Dr Matthew Willetts

Matthew Willetts

Position

Visiting researcher

Partner Institution

Bio

Matthew Willetts is a Visiting Researcher at The Alan Turing Institute.

Previously he was a Research Fellow at UCL Computer Science, working with Prof Brooks Paige on empirical and theoretical aspects of deep generative models.

He completed his DPhil at the Statistics Department at the University of Oxford, supervised by Prof Chris Holmes and Prof Stephen Roberts.

Prior to that he studied Physics at Cambridge (BA and MSci), specialising in astrophysics and relativity, graduating in 2014.

Research interests

His work is on combining deep learning with probabilistic modelling, with particular interest in unsupervised learning with deep generative models. These are models that combine probabilistic structures with deep learning. 
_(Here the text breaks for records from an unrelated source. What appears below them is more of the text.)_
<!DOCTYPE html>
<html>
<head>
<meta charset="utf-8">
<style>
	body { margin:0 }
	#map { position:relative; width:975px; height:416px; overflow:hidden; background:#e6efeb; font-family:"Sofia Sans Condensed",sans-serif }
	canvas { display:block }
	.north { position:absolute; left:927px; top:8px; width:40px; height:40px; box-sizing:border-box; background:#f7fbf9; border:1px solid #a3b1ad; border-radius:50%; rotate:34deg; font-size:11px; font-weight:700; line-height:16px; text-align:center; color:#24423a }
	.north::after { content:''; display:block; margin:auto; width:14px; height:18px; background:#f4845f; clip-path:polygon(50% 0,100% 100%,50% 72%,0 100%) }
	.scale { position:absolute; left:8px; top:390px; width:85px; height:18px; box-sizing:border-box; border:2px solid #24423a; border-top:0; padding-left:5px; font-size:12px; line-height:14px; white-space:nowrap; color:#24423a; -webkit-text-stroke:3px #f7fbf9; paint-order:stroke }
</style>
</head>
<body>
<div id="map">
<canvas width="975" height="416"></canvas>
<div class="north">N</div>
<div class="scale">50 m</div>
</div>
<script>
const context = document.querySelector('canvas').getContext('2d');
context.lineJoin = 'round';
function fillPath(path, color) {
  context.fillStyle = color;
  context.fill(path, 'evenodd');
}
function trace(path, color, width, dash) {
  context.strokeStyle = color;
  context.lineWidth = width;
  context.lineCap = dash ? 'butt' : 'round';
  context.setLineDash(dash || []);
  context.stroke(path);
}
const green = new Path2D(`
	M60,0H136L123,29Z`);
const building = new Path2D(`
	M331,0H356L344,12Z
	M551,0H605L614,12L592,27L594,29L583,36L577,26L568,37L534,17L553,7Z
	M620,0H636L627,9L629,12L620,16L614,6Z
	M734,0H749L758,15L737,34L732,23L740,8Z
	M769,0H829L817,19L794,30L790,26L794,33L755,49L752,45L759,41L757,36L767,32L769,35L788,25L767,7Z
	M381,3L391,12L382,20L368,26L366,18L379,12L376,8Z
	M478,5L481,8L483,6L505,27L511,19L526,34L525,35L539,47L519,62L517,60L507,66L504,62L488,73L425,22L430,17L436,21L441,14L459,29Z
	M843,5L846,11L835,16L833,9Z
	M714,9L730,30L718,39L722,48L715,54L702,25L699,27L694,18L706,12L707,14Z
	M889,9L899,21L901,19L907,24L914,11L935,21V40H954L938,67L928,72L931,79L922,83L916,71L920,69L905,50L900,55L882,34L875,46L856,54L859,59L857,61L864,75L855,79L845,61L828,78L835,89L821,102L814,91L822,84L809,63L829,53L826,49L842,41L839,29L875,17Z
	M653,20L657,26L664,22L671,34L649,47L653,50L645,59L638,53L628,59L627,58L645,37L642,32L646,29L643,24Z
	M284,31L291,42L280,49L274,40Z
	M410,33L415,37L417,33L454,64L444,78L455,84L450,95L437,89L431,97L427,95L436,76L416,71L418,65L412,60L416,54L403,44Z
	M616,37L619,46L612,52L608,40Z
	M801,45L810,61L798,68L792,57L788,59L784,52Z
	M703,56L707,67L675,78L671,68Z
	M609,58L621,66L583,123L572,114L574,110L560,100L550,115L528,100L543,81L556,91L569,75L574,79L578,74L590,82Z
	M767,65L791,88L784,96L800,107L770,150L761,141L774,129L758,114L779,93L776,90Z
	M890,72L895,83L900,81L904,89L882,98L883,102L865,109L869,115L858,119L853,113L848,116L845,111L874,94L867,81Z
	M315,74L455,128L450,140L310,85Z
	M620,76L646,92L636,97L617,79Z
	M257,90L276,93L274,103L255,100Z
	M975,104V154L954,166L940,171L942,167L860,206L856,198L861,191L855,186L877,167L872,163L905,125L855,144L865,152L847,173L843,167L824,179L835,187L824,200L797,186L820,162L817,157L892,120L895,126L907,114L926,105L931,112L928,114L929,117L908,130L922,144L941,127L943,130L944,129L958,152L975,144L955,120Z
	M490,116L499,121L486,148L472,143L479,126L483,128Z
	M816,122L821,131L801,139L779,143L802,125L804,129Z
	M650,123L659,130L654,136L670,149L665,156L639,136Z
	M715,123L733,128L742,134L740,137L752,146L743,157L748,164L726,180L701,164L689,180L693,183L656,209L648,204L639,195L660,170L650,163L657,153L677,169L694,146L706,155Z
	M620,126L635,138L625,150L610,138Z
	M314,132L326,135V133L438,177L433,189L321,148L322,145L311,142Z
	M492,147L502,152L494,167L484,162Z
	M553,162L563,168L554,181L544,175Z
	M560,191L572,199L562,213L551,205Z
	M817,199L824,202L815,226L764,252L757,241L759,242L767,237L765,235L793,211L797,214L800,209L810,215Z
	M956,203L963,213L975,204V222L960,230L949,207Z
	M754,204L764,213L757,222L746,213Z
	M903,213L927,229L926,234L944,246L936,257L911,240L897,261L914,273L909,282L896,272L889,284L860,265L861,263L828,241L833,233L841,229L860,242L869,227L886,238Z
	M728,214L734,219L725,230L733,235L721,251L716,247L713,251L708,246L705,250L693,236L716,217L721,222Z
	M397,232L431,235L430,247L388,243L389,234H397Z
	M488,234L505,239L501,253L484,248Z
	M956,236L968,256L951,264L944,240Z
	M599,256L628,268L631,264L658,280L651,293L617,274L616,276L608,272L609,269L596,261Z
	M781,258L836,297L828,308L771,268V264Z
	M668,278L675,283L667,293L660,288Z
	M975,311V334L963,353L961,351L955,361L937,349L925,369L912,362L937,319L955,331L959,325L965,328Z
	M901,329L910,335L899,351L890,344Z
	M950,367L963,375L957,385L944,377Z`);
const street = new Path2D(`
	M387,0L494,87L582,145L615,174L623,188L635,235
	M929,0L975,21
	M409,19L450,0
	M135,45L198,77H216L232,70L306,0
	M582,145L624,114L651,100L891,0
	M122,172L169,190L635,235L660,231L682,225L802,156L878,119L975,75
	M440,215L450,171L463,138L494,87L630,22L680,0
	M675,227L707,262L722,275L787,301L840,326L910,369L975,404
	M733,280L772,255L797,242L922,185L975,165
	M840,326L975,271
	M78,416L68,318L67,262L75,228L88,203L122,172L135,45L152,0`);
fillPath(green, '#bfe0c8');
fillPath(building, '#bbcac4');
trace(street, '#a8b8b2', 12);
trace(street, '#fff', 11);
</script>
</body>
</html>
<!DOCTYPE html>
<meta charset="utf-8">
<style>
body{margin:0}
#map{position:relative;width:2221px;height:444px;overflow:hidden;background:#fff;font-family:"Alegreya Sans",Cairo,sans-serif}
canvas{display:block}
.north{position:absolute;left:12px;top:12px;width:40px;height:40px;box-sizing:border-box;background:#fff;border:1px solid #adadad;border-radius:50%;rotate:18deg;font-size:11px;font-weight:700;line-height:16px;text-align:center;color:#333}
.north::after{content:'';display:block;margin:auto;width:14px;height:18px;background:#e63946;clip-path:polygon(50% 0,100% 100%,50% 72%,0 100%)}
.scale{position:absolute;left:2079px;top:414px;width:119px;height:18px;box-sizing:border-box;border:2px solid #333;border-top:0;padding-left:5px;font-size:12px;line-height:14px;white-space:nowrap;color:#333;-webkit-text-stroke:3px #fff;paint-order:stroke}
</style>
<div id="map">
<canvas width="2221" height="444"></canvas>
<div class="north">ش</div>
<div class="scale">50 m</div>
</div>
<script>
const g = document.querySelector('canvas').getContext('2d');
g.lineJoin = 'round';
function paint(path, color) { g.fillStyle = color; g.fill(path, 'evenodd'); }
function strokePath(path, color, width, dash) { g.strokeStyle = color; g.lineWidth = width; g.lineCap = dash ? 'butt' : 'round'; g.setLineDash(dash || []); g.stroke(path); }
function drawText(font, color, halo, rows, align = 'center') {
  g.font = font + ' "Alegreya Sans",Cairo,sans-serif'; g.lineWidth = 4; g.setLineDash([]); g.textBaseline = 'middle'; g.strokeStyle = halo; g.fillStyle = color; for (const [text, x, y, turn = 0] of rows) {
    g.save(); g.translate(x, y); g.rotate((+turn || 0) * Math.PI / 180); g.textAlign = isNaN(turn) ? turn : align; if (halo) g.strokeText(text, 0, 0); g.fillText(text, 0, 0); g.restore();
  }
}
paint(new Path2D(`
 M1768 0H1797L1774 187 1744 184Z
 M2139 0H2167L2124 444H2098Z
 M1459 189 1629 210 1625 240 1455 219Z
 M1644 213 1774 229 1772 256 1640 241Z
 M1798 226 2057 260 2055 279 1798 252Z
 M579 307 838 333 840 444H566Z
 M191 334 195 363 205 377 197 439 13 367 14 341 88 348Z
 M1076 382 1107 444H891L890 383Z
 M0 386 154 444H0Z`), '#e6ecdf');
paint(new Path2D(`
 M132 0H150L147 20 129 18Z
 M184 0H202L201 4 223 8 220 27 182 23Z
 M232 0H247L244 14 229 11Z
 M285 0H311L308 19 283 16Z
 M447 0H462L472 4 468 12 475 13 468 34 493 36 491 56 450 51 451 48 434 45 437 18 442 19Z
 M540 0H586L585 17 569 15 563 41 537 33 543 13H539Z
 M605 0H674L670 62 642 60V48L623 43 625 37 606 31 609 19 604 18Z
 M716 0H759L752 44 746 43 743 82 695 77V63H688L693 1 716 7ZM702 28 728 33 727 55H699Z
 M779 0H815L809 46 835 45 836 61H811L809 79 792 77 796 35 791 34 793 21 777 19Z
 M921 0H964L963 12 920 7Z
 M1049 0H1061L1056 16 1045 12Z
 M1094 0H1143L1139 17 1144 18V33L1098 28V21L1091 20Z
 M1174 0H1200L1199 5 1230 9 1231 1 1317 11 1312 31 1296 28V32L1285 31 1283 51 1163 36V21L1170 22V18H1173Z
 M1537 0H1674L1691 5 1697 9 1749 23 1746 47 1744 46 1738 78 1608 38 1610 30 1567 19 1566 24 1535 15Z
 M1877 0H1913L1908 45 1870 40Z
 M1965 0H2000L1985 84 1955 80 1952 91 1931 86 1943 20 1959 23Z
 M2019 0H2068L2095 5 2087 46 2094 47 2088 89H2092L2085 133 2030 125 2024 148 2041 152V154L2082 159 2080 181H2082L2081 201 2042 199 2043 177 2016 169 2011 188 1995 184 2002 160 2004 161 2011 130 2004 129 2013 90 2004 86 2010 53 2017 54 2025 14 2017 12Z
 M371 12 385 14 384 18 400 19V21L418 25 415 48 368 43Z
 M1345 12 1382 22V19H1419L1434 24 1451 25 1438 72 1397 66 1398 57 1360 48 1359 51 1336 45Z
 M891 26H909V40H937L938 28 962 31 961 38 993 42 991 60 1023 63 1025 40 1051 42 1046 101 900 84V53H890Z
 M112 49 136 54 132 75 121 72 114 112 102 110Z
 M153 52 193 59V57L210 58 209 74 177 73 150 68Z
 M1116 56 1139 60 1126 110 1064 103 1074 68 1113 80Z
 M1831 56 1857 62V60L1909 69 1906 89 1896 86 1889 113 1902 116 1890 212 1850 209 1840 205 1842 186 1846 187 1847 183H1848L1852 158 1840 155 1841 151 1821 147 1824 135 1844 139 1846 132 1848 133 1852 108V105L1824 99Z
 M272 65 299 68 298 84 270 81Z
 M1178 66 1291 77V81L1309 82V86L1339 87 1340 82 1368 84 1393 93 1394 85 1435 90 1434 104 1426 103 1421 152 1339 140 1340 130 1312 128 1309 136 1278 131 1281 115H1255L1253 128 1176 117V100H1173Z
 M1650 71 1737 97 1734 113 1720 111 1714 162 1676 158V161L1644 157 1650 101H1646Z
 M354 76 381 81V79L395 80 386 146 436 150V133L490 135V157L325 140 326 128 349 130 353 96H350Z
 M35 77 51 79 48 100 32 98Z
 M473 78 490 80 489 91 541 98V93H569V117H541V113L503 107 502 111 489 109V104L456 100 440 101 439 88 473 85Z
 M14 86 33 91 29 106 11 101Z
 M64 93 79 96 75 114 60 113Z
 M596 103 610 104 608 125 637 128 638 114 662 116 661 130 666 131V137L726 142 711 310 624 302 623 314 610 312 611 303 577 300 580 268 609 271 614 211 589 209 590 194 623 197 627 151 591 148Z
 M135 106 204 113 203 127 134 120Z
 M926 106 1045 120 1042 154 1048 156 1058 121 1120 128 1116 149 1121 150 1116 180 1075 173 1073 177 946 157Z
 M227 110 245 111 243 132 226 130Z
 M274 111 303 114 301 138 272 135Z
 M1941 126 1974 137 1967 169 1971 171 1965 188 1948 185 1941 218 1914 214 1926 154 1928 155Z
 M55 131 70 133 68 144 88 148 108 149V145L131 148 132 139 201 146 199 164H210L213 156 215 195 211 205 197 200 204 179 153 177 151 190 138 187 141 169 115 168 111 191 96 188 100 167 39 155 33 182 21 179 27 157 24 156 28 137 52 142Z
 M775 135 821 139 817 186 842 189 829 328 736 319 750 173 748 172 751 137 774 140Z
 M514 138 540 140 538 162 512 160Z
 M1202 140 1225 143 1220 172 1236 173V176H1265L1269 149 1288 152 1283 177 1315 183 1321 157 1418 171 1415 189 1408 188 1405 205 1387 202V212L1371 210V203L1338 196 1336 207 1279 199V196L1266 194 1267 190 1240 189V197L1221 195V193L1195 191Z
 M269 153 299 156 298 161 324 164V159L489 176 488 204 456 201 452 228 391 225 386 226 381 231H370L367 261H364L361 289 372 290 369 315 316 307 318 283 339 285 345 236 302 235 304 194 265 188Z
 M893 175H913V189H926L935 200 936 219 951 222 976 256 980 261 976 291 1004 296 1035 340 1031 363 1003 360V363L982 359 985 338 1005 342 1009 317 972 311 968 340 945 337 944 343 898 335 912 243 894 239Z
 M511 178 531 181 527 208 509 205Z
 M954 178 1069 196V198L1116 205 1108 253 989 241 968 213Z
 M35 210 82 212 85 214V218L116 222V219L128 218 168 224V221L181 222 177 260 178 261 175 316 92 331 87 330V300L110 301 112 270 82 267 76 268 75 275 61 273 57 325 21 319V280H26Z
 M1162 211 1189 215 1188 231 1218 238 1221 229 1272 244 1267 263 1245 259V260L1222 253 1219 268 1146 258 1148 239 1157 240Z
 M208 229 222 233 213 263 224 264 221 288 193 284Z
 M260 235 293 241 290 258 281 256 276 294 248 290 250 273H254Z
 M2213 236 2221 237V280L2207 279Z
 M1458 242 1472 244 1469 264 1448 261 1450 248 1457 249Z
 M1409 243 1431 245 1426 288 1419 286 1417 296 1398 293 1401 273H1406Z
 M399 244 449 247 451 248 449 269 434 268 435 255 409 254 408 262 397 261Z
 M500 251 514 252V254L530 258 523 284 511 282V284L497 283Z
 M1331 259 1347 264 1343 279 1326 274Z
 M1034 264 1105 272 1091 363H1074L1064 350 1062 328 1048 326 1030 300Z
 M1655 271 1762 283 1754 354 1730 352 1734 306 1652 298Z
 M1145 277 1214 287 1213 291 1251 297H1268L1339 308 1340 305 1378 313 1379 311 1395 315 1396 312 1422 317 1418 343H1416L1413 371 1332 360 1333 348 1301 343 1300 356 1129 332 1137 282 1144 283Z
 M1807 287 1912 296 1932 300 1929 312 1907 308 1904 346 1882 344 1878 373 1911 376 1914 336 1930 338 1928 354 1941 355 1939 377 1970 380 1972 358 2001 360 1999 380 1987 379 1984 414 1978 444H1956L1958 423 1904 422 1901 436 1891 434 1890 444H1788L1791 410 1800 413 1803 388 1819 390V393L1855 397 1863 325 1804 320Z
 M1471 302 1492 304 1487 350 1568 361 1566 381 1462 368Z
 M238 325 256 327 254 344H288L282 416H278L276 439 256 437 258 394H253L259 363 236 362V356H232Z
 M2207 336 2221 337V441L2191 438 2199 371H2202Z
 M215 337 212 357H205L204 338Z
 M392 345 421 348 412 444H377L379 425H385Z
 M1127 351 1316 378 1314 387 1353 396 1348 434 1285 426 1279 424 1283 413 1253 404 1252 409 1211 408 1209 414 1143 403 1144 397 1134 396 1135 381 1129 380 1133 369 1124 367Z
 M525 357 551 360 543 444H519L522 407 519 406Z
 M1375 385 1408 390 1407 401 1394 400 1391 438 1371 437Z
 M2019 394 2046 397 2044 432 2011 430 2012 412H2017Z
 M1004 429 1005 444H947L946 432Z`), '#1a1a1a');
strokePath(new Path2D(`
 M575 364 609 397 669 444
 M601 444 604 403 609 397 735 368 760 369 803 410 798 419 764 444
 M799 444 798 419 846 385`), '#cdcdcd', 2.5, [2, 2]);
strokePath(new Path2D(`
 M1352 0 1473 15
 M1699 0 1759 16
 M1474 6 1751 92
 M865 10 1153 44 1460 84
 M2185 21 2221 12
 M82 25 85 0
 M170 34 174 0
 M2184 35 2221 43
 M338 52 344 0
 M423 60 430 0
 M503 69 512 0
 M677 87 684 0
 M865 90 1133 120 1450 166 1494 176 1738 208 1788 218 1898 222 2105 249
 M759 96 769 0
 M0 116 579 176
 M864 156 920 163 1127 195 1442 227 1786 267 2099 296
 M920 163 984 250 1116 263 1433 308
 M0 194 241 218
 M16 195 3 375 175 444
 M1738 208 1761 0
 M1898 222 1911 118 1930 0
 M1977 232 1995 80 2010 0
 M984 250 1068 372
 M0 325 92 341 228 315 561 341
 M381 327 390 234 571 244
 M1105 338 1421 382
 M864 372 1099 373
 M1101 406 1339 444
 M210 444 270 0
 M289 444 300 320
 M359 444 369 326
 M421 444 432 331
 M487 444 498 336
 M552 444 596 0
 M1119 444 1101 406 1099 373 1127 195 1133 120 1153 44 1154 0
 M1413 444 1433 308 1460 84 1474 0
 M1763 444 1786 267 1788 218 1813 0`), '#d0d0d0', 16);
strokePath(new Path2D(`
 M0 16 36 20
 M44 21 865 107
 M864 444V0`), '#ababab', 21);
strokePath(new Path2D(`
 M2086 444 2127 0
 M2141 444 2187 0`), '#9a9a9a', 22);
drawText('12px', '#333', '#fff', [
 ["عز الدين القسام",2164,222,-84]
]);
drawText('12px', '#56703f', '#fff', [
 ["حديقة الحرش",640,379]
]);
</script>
His research is on a broad range of questions within the deep generative modelling framework: Can we learn highly-structured models for particular tasks? Can we make them robust, to noisy or missing data? What about deliberate attempts to fool them into acting a certain way? With colleagues his research has been foundational in the study of the robustness of Variational Autoencoders to adversarial attack, analysing the problem both empirically and theoretically.

Most recently he has been working on non-linear independent components analysis, models for learning statistically-independent latent representations of high-dimensional data (eg images), as well as applying functional and harmonic analysis to deep learning models.

Previously he has worked with the UK biobank on their activity dataset of ~100,000 participants' accelerometry data, making models that can segment and classify participants' activity (sitting, walking, etc) given only a limited number of partially-labelled time series.